For the thin convex lens, the radii of curvature are at $$15 \text{ cm}$$ and $$30 \text{ cm}$$ respectively. The focal length the lens is $$20 \text{ cm}$$. The refractive index of the material is :

We need to find the refractive index of the lens material given the radii of curvature and focal length.

The Lensmaker's equation relates the focal length of a thin lens to the radii of curvature and the refractive index:

$$\frac{1}{f} = (\mu - 1)\left(\frac{1}{R_1} - \frac{1}{R_2}\right)$$

For a convex lens, $$R_1 = +15$$ cm (first surface is convex, center of curvature on the right), $$R_2 = -30$$ cm (second surface is convex, center of curvature on the left, so negative by sign convention), and $$f = 20$$ cm.

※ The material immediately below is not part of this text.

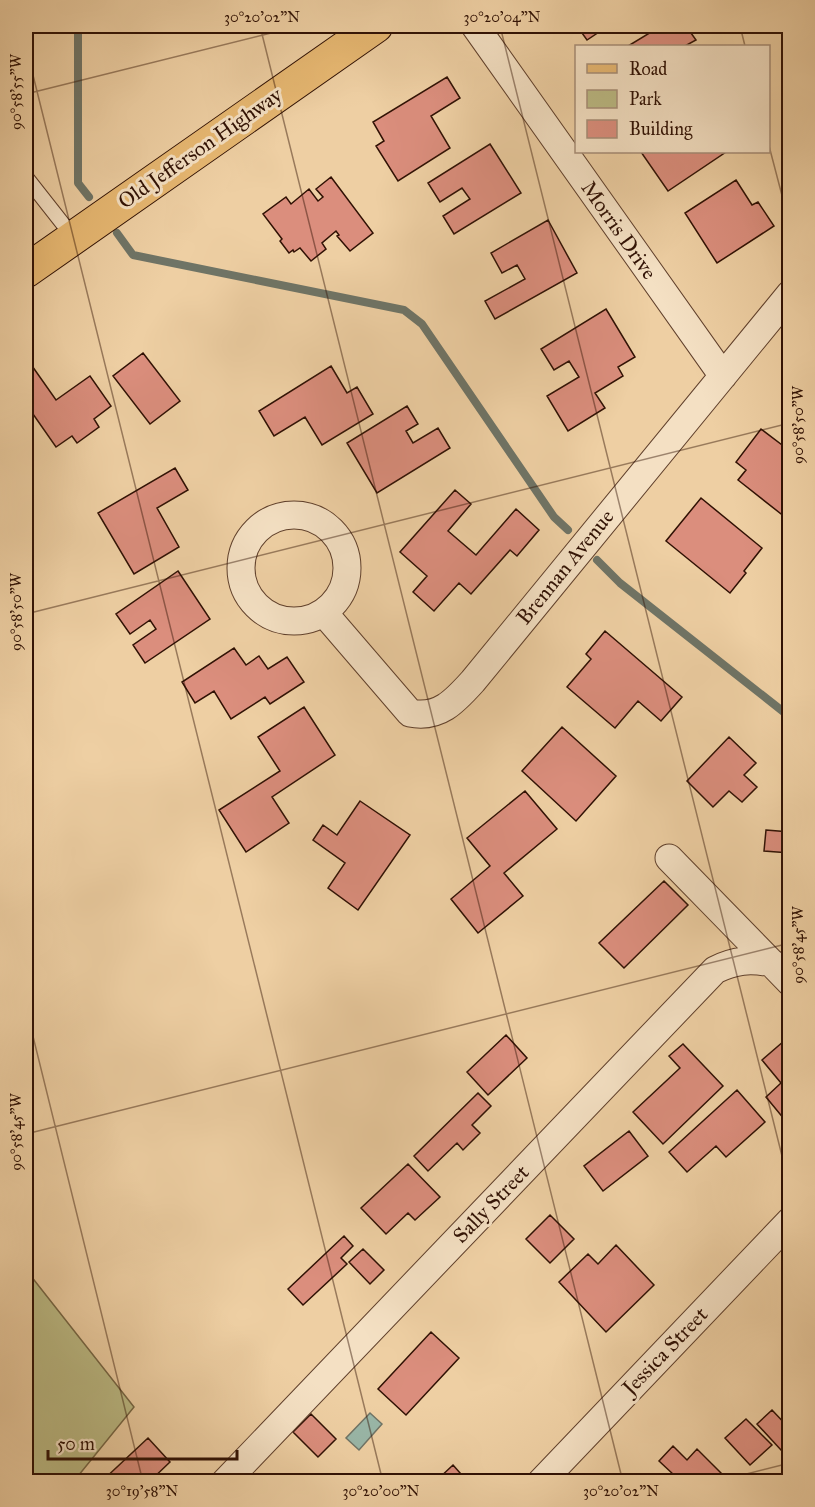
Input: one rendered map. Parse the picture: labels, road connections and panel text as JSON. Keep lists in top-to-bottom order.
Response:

Substituting these values into the Lensmaker's equation gives:

$$\frac{1}{20} = (\mu - 1)\left(\frac{1}{15} - \frac{1}{-30}\right) = (\mu - 1)\left(\frac{1}{15} + \frac{1}{30}\right)$$

The term in parentheses simplifies as follows:

$$\frac{1}{15} + \frac{1}{30} = \frac{2}{30} + \frac{1}{30} = \frac{3}{30} = \frac{1}{10}$$

Substituting this back yields:

$$\frac{1}{20} = (\mu - 1)\times\frac{1}{10}$$

Solving for the refractive index:

$$\mu - 1 = \frac{10}{20} = \frac{1}{2} = 0.5$$

$$\mu = 1.5$$

The correct answer is Option C: 1.5.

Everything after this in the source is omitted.